EDS Awareness Ireland was formed in 2011 and can be contacted via their facebook page EDS Awareness Ireland or email They hold regular meetings in Cork, Dublin, Belfast and Limerick each month and will be holding their second conference in Cork in March.

“For myself the main impact of Rebecca’s EDS is the time it takes to advocate for Rebecca, manage her programme of treatments, research aspects of her condition so that I am adequately informed when going to appointments. I’ve recently petitioned for Rebecca to attend a pain management clinic in Temple Street, Dublin where she will be seen by a consultant rheumatologist and specialist physiotherapist on a regular basis to help manage her pain.

We’re fortunate that the early diagnosis and our relationship with her future school has allowed us to make plans for her attendance later this year such as a special chair to fit the tables at school and regular movement breaks recommended by her physiotherapist. Now that we’ve been able to see the steps that can be taken to help Rebecca manage her condition I’d like to be able to confirm whether my other two children are affected and a simple genetic test is possible to do this.

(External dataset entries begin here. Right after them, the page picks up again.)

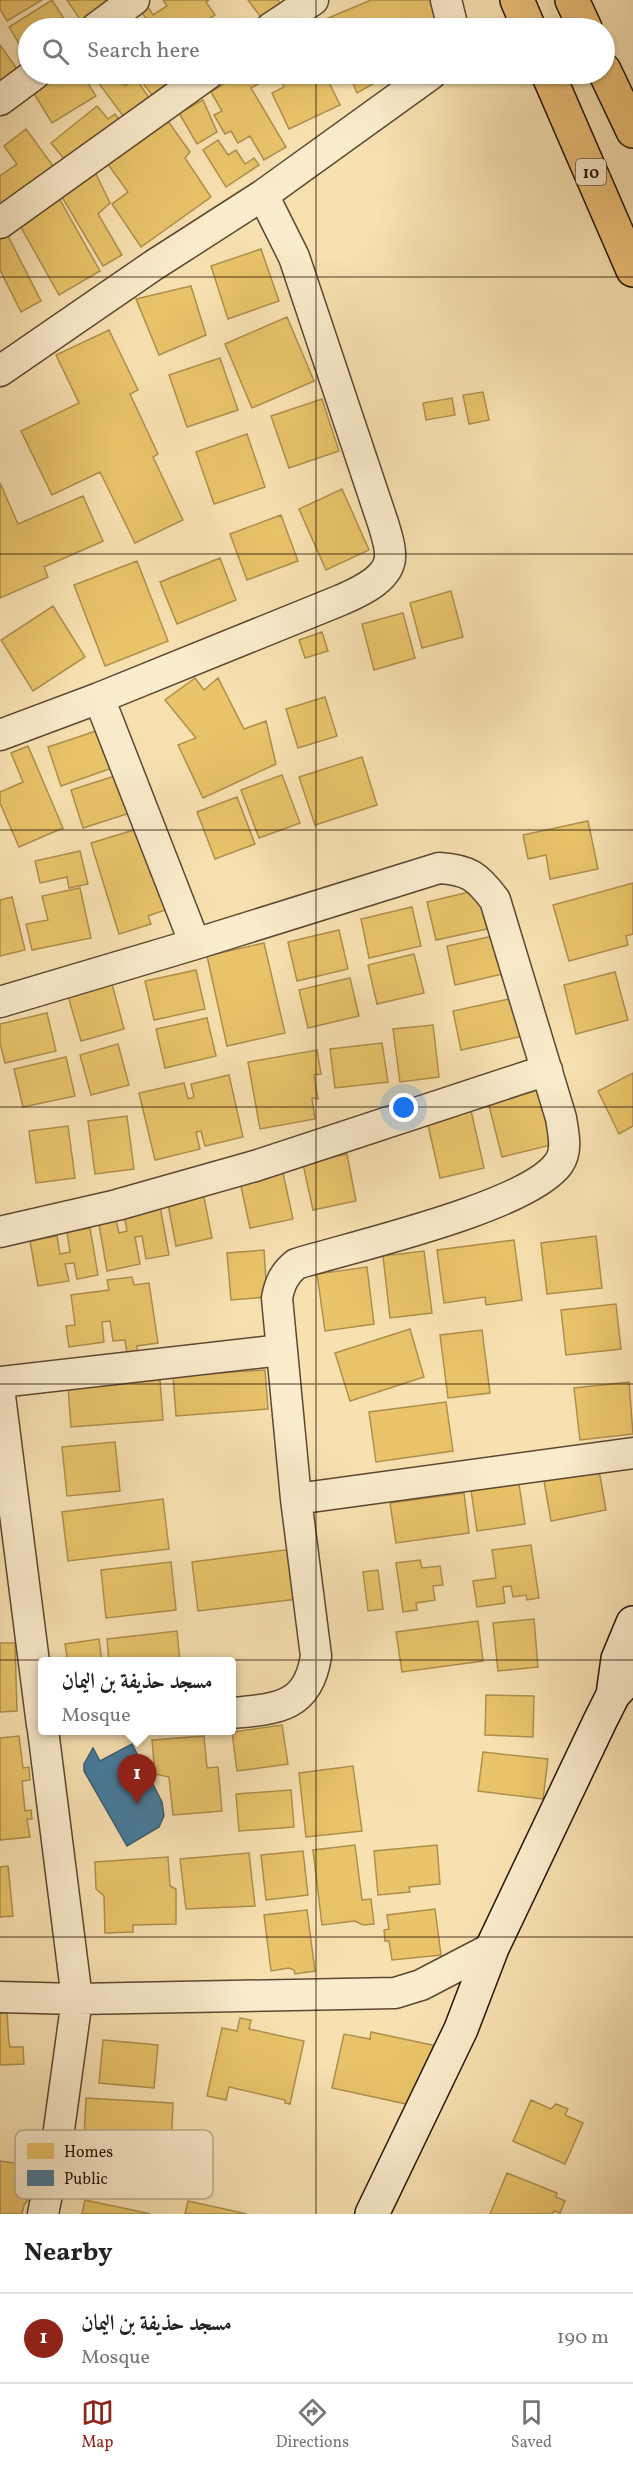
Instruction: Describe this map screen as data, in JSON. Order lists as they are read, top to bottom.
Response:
{
  "streets": {
    "highway": ["10"]
  },
  "legend": ["Homes", "Public"],
  "page": {
    "search": "Search here",
    "popup": ["مسجد حذيفة بن اليمان", "Mosque"],
    "pins": "1",
    "heading": "Nearby",
    "list": [
      {
        "mark": "1",
        "name": "مسجد حذيفة بن اليمان",
        "note": "Mosque",
        "value": "190 m"
      }
    ],
    "nav": ["Map", "Directions", "Saved"]
  }
}
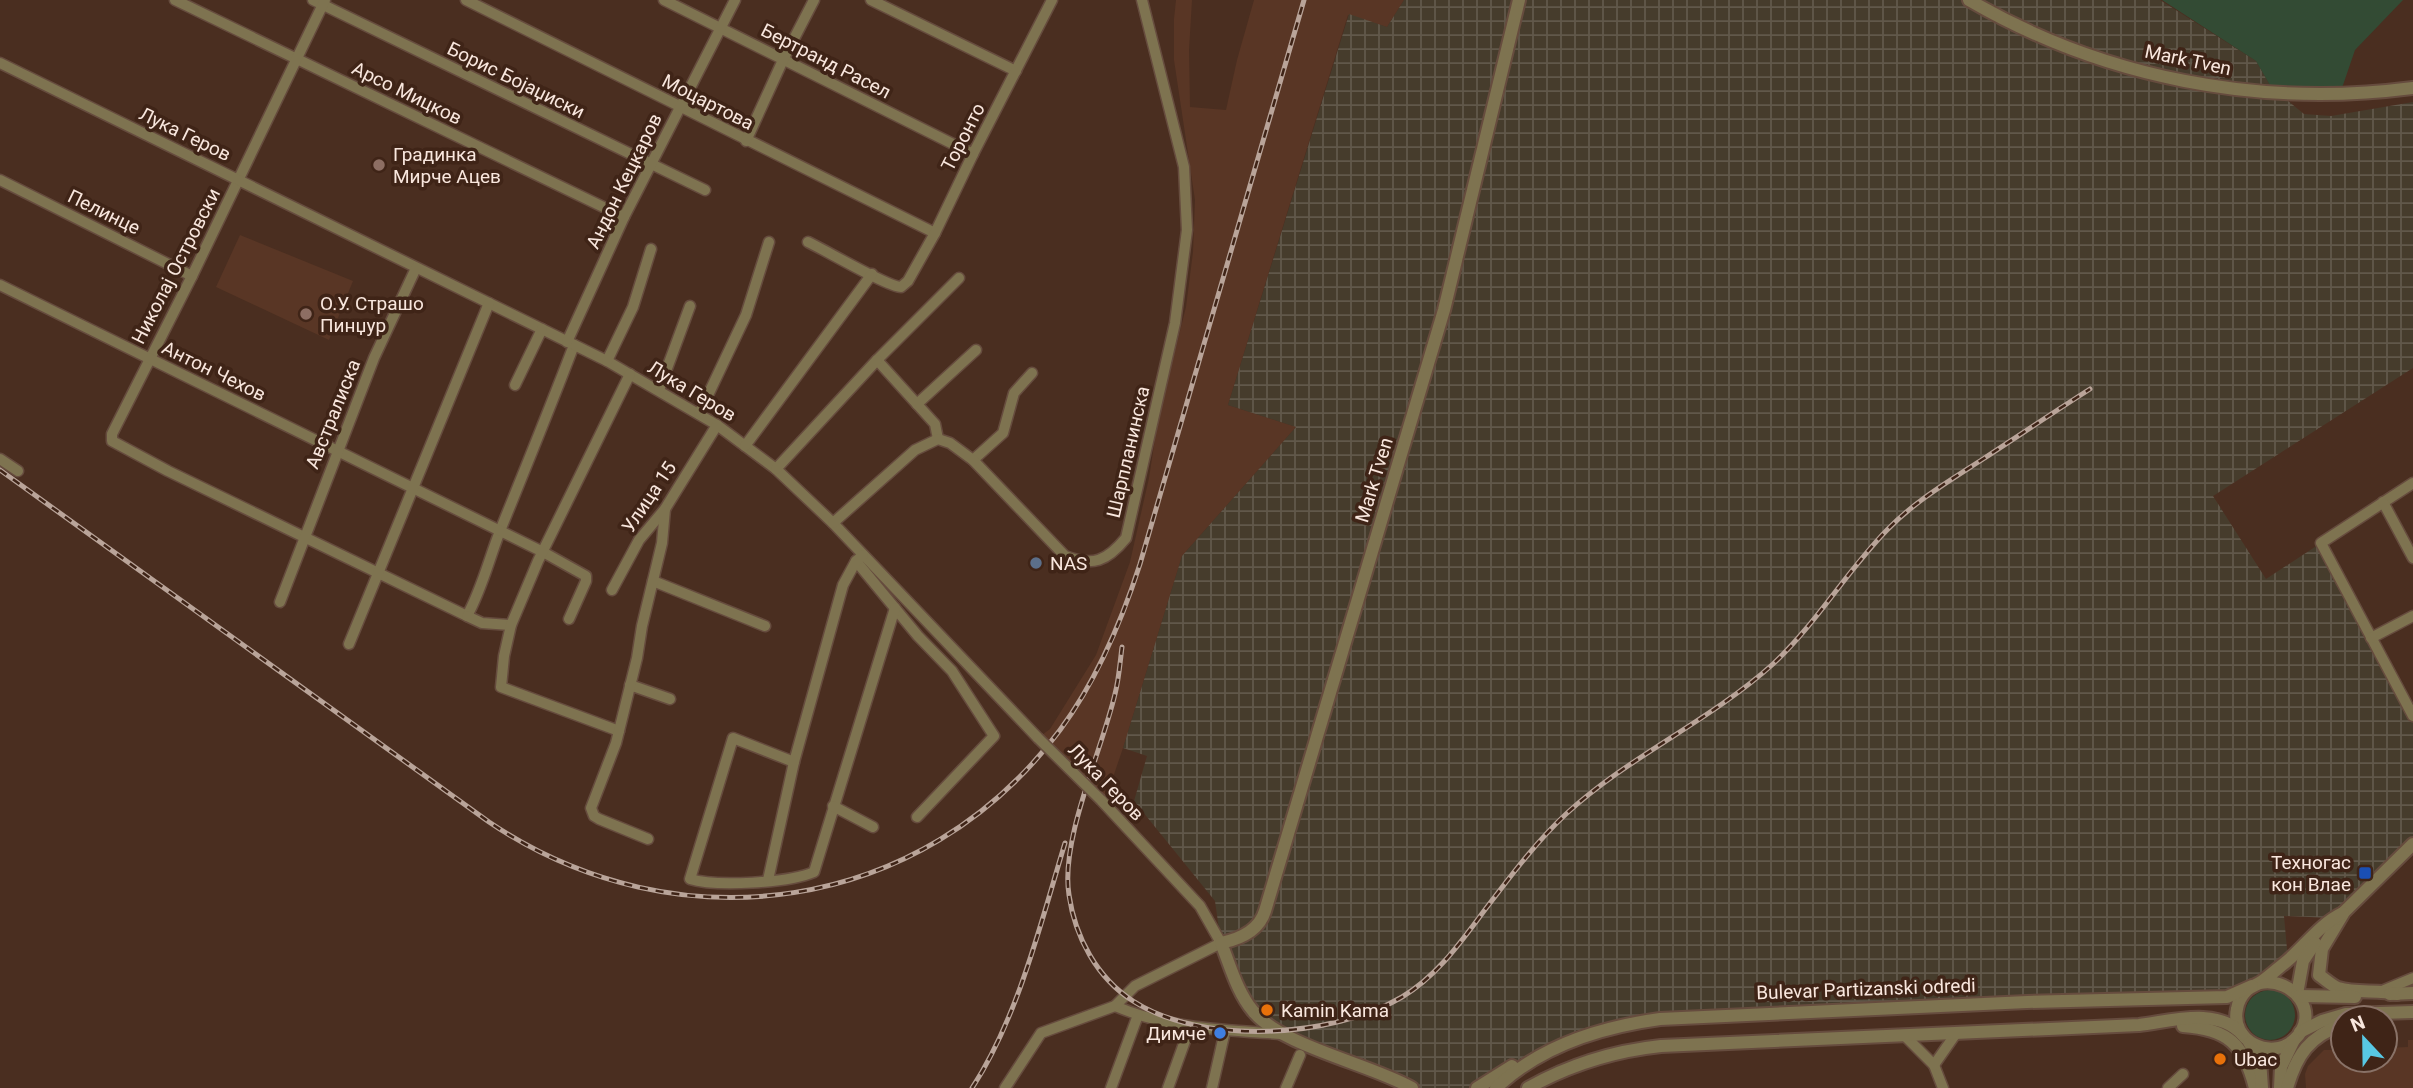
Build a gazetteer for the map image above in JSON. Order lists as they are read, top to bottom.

However, despite the test being carried out in May 2013 the results of that test are still not known and we’ve been told that it could take up to a year to come back.”

Said Rachel: “Our experience with Rebecca’s EDS has highlighted the benefit of early diagnosis but the difficulties we’ve had in getting a diagnosis have led us to work with the EDS Awareness Ireland support group to campaign for increased awareness of EDS. We’d like to see consistent diagnosis for individuals with EDS and a universal standard of treatment for individuals with improved follow up care once diagnosed and more support.”

Some symptoms of EDS include loose/unstable joints; joint pain; early onset of osteoarthritis; soft velvet-like skin; fragile skin that tears or bruises easily; severe scarring; slow and poor wound healing. Less common symptoms can include arterial/intestinal/uterine fragility or rupture; Scoliosis at birth; mitral valve prolapse; and gum disease.